| ACTIVITY |
Should a line in the entries below contain "center", return that line.

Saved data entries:

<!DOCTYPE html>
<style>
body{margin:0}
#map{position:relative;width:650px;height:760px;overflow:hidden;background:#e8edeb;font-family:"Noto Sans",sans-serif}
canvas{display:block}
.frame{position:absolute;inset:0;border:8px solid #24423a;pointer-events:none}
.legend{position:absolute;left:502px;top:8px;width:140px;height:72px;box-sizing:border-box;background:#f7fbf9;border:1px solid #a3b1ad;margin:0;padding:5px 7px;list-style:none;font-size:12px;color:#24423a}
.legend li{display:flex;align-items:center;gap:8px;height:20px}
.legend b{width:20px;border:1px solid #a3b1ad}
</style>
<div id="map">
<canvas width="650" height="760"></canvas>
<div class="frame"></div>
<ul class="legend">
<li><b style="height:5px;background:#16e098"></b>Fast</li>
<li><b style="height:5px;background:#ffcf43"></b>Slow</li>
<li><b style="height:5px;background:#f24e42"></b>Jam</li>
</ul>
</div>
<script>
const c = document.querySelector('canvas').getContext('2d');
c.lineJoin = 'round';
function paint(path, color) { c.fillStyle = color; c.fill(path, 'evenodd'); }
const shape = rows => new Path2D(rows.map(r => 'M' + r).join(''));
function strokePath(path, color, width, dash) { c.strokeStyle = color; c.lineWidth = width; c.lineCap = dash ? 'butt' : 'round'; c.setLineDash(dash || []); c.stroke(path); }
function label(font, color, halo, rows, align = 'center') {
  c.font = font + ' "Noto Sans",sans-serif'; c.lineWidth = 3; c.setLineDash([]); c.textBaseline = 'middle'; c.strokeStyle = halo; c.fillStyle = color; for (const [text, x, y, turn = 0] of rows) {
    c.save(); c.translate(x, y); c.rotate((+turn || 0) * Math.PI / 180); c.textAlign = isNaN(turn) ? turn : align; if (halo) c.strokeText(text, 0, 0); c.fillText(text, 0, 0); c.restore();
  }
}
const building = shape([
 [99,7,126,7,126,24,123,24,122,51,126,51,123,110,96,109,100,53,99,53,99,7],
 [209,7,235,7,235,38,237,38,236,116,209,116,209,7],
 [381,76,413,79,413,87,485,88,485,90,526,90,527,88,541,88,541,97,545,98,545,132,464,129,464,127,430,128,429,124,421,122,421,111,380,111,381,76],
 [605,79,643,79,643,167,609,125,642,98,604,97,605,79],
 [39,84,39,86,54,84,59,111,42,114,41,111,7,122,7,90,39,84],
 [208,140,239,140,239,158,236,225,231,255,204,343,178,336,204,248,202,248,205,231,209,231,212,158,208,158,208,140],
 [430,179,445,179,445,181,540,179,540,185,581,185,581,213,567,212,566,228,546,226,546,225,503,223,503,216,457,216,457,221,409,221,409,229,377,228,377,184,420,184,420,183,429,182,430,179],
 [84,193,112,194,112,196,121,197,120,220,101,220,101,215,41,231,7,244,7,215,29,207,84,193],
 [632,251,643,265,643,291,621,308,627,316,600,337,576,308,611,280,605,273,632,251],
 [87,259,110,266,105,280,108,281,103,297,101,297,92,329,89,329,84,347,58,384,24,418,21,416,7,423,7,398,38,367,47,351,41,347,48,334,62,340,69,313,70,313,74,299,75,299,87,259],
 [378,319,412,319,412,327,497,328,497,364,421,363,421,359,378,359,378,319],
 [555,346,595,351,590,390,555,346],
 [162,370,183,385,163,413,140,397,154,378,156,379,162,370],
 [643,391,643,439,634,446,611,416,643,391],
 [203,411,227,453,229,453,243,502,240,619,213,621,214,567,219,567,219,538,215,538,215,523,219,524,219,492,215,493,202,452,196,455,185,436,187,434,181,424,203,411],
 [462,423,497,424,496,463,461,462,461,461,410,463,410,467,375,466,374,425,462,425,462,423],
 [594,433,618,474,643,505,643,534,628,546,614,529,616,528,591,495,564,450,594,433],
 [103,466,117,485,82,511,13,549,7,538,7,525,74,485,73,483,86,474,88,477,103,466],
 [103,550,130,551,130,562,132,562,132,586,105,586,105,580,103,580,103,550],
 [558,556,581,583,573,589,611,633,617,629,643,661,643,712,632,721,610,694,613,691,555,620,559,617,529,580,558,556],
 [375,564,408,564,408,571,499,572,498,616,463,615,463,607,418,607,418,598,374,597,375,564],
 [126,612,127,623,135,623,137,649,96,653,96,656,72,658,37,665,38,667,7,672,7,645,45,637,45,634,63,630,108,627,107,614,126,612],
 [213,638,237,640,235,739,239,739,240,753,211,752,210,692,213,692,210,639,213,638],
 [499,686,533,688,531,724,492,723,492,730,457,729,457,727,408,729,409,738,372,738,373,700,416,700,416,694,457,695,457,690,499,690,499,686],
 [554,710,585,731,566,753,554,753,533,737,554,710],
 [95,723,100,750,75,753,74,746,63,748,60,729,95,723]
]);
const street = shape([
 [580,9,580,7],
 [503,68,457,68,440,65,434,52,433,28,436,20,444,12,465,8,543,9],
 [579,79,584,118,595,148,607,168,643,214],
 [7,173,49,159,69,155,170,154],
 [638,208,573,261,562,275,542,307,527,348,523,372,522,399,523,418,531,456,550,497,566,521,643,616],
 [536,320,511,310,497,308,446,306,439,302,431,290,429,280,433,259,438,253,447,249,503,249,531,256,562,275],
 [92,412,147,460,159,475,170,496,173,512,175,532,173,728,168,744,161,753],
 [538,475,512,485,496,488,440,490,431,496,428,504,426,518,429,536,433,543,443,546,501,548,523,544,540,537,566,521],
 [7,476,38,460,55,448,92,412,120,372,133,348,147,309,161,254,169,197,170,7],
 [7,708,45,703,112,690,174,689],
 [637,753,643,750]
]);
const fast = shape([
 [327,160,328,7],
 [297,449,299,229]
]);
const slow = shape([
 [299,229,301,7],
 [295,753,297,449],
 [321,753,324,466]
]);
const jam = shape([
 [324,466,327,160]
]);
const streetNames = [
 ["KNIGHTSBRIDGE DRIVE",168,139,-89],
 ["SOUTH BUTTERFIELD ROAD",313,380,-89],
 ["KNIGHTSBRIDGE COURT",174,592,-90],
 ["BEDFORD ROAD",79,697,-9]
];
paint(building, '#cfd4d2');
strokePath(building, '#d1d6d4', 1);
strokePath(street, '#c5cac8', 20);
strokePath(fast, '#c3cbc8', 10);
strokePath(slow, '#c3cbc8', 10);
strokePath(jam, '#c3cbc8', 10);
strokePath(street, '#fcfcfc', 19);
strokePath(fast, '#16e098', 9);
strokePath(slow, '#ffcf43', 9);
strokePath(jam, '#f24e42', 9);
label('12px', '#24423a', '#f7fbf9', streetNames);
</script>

| TASK RESPONSE |
.legend li{display:flex;align-items:center;gap:8px;height:20px}
function label(font, color, halo, rows, align = 'center') {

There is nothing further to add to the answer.